Earlier today, it was announced that 3 global Huntington’s disease (HD) patient advocacy organizations have teamed up to create a union to give those affected by the disease a voice in clinical research.
The European Huntington Association (EHA), Huntington’s Disease Society of America (HDSA) and Huntington Society of Canada (HSC) have formed the Huntington’s Disease Coalition for Patient Engagement (HD-COPE), which is intended to permit those directly affected by the condition an opportunity to express their desires as they pertain to future breakthroughs.
HD is known for the devastating physical, psychological and cognitive effects it can have on a patient. The genetic and neurodegenerative disorder progresses rapidly from dementia-like symptoms into a complete loss of muscle function. There is not currently a known cure and treatment options are limited to management of chorea-like symptoms.
Similar to the symptoms and treatment of HD itself, patient input into drug development and clinical trial design is not well-organized. HD-COPE plans to change that by providing regulators, industry, and researchers with a more coordinated and consistent means to share patients’ input, thereby improving clinical trail design, patient recruitment, and patient retention.
“The most effective clinical research meets the therapeutic needs that patients and families have personally identified,” said Louise Vetter, President and Chief Executive Officer of the Huntington’s Disease Society of America in a press release.

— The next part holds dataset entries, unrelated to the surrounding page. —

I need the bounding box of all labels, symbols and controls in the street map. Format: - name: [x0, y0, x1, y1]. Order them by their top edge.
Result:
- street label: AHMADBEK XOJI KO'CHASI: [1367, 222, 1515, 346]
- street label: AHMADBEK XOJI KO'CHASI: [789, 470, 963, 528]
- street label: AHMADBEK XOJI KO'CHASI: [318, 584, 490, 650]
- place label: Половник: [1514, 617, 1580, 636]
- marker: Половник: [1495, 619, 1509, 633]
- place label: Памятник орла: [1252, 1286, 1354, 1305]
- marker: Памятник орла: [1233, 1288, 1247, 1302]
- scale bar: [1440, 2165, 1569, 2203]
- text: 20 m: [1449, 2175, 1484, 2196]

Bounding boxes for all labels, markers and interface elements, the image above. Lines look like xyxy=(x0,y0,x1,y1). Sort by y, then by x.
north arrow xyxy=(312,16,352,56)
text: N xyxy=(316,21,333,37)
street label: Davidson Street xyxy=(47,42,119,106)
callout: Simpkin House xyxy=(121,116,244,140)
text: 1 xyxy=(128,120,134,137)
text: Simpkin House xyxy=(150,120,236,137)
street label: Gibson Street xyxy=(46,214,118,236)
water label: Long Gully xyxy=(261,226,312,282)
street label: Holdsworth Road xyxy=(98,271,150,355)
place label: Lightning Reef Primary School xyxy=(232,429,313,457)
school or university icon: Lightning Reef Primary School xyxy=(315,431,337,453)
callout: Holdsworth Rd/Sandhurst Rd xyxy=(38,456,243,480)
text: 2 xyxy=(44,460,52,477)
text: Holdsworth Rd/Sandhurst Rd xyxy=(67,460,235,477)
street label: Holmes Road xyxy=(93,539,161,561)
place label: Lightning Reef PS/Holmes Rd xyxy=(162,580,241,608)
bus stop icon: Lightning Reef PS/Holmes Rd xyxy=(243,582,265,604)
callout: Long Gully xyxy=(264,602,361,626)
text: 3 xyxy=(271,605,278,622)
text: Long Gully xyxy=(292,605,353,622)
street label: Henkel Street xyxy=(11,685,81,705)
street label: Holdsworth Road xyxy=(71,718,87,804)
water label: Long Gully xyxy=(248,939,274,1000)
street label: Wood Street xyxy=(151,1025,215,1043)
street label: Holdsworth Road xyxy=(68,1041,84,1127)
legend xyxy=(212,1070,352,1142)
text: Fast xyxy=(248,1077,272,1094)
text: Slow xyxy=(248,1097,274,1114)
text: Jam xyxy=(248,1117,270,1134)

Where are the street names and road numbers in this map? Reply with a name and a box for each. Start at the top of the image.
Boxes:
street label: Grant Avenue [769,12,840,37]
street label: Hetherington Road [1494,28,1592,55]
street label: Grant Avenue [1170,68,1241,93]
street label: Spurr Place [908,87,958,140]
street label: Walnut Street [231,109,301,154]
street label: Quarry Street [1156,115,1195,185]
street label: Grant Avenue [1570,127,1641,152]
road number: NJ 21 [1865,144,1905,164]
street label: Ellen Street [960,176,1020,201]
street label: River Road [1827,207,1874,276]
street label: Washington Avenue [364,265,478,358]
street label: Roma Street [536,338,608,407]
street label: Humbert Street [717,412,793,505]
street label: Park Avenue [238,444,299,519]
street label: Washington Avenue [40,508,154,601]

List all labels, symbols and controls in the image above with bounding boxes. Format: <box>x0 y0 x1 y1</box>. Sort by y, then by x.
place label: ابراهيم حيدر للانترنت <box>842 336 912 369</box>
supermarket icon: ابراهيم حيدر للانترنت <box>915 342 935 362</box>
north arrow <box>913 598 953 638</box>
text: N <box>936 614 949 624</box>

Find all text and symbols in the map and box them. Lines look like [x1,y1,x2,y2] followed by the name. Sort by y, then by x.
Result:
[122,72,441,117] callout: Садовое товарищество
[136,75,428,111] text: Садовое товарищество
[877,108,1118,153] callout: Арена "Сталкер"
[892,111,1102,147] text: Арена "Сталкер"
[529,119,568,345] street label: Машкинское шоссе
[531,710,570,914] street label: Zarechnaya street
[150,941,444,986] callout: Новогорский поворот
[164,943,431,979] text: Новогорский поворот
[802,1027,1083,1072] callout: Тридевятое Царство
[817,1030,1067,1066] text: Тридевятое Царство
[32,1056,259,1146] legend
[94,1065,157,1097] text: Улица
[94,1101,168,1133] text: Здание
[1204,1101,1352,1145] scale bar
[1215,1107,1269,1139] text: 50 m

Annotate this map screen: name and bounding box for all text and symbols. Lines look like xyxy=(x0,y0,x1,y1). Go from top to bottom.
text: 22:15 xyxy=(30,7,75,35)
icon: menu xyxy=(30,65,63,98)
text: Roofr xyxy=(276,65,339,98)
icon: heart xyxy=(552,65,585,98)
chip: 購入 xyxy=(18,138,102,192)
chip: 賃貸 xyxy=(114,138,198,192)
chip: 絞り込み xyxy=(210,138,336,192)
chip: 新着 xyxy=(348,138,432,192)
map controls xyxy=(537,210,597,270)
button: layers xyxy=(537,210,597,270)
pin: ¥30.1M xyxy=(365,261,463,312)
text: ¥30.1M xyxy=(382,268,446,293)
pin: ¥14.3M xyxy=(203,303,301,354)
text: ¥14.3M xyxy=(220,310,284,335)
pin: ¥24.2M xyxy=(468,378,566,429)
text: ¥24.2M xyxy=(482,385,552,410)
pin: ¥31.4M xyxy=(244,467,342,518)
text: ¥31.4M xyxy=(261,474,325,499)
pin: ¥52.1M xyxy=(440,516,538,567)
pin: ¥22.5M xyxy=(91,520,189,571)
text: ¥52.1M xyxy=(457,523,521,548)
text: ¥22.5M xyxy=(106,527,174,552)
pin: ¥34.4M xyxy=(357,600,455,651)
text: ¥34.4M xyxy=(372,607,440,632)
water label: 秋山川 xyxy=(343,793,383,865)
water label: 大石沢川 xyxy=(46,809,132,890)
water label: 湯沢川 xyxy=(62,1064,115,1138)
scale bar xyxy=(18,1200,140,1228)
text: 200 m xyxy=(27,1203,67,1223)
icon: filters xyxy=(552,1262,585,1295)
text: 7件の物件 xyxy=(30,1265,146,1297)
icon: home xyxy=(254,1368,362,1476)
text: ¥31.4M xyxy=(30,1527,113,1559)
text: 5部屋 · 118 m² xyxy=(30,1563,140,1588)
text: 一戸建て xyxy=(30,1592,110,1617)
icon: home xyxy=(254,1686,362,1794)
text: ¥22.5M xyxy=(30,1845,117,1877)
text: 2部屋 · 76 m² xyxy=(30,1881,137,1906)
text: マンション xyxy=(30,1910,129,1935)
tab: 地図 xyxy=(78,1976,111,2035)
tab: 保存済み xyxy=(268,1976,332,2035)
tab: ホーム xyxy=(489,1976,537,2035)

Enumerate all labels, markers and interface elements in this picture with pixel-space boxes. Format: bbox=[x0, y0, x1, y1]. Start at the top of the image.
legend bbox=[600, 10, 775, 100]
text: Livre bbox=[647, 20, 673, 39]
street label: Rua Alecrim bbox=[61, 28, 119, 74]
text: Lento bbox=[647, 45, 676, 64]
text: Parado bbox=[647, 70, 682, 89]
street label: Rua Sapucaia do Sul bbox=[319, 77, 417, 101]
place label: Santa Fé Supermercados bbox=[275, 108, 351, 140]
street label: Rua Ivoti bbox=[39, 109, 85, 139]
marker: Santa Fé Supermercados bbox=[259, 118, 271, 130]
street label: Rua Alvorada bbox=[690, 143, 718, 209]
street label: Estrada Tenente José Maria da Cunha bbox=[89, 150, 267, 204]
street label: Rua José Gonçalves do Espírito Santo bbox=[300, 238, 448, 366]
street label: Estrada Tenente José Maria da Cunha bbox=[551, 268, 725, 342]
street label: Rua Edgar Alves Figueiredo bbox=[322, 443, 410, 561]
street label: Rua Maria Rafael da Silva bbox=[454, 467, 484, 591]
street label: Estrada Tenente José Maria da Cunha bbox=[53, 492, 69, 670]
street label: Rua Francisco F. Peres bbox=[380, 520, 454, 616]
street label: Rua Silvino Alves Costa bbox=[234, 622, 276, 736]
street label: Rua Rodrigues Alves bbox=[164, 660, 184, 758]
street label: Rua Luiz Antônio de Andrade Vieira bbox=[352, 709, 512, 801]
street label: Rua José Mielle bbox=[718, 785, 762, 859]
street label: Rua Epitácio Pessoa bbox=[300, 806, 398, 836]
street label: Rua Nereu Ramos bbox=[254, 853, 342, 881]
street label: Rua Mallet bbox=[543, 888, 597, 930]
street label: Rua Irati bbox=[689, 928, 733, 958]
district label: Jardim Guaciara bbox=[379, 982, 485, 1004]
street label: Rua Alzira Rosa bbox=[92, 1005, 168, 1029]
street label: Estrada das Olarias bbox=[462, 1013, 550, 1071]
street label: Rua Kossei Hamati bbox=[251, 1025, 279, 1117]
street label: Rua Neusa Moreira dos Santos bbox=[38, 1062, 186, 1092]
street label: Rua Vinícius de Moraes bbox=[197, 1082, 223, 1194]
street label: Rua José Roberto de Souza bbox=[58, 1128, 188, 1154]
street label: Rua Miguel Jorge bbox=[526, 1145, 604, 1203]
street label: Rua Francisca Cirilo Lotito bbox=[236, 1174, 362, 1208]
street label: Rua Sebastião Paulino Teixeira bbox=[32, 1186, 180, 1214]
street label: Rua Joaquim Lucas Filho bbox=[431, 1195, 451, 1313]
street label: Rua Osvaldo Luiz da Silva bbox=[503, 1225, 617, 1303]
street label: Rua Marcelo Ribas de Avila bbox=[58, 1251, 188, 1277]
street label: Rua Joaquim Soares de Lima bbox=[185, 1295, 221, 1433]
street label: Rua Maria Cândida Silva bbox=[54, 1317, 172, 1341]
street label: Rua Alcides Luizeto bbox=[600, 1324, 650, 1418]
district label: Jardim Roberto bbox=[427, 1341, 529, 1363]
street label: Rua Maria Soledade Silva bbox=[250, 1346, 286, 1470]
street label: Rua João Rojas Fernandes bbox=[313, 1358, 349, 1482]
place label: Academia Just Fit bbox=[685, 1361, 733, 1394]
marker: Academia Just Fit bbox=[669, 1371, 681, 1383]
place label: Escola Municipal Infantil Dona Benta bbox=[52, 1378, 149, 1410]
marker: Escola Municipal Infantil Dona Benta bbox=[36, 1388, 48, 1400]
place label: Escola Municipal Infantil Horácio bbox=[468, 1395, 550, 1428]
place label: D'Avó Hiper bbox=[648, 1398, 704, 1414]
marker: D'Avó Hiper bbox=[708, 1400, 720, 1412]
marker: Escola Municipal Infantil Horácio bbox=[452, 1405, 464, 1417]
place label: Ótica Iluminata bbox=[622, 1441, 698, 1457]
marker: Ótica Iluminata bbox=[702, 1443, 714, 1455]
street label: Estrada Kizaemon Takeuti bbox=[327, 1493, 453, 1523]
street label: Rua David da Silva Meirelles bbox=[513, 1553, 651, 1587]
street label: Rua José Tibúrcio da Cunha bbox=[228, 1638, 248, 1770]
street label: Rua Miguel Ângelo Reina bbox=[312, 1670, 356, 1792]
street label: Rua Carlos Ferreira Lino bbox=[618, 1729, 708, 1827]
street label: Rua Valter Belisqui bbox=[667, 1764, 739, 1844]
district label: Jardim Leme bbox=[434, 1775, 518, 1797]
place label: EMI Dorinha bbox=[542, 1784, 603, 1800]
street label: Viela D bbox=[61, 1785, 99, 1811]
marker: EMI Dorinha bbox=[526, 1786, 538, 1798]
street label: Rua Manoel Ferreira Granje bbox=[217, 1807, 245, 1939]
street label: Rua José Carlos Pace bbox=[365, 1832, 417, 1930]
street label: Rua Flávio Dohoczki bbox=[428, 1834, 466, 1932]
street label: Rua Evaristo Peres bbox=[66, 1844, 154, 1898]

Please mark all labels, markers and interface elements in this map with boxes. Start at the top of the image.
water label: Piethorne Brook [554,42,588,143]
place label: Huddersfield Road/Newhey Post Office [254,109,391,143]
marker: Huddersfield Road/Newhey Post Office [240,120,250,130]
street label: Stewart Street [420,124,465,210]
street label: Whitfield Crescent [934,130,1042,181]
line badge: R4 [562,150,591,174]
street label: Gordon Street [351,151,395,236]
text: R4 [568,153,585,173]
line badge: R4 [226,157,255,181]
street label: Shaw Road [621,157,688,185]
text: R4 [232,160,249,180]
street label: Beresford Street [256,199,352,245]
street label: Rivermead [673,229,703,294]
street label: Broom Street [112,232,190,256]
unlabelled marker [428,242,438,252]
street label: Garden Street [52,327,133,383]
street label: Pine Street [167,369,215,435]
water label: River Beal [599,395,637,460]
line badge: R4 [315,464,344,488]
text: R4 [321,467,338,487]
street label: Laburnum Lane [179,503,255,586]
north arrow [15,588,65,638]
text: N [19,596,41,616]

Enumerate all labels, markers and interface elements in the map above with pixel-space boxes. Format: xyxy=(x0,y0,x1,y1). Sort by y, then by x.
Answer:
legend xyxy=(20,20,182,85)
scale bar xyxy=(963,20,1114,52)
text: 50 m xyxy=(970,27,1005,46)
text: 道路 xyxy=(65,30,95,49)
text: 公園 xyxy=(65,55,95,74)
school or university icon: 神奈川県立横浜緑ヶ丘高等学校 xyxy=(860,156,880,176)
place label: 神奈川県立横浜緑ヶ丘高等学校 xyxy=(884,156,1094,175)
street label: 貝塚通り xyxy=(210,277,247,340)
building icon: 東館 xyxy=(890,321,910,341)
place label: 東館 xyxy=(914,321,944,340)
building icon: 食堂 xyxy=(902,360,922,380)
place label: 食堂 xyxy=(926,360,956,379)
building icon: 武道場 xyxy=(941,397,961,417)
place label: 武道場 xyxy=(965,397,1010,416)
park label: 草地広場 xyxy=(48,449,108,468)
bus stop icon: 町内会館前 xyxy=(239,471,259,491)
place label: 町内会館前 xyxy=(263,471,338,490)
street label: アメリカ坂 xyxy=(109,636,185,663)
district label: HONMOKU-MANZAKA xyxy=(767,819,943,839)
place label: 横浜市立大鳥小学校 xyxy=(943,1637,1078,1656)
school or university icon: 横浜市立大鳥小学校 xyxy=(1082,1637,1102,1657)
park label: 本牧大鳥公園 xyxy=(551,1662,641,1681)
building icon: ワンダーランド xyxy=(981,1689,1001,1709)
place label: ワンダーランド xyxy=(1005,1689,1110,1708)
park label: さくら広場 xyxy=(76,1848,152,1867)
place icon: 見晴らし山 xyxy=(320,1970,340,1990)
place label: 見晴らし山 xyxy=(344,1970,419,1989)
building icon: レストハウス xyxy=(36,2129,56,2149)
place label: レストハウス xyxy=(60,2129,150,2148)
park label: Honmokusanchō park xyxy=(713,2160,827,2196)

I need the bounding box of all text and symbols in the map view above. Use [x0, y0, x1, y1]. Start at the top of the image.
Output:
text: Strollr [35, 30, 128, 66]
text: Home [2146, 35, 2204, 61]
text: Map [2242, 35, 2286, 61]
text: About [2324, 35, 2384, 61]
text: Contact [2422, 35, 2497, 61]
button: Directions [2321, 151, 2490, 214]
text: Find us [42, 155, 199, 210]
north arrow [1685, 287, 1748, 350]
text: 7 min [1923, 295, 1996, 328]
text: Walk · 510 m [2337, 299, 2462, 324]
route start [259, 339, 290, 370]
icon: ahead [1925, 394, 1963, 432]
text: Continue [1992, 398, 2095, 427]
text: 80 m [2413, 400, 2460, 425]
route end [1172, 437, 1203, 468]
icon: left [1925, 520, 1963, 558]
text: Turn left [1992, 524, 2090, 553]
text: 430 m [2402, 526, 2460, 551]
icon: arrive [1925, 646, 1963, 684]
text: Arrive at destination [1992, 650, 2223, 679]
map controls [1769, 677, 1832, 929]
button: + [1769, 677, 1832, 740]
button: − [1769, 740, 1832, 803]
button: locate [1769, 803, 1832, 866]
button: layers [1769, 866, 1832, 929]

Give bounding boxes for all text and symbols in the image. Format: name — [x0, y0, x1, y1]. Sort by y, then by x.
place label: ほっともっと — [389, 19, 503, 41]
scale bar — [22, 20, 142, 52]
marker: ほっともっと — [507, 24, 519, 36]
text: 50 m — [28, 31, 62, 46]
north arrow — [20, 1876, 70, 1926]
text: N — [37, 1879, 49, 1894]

“HD-COPE will ensure that HD affected families are true partners in clinical research by expanding their role from simply being trial participants to ensuring that the trials have their perspectives, values and thoughts on risks and benefits incorporated from the start. It fundamentally changes HD clinical research from being ‘for’ or ‘about’ HD families to being ‘with’ and ‘by’ them.”
HD-COPE’s advisory board includes the senior staff from each of the member organizations, and plans to provide guidance and direction to clinical research leaders on general issues involving patient feedback, community needs, and research recruitment. It will also direct and manage a global HD-COPE Team of HD family representatives.
“The global Huntington disease community is relatively small compared to other disease communities, which has created the need for us to work collaboratively with no borders. HD-COPE is an example of global HD lay organizations being the conduit of information between pharma and the HD communities to ensure the success of clinical trials. I am optimistic that the facilitation of equal collaboration between the key stakeholders will expedite the path to viable treatments for HD,” said Bev Heim-Myers, Chief Executive Officer of the Huntington Society of Canada.
Two different patient-advocate teams will be organized via HD-COPE – 1 in North America and 1 in Europe – and members will be given the opportunity to provide perspective at meetings with regulators, pharmaceutical companies, and researchers.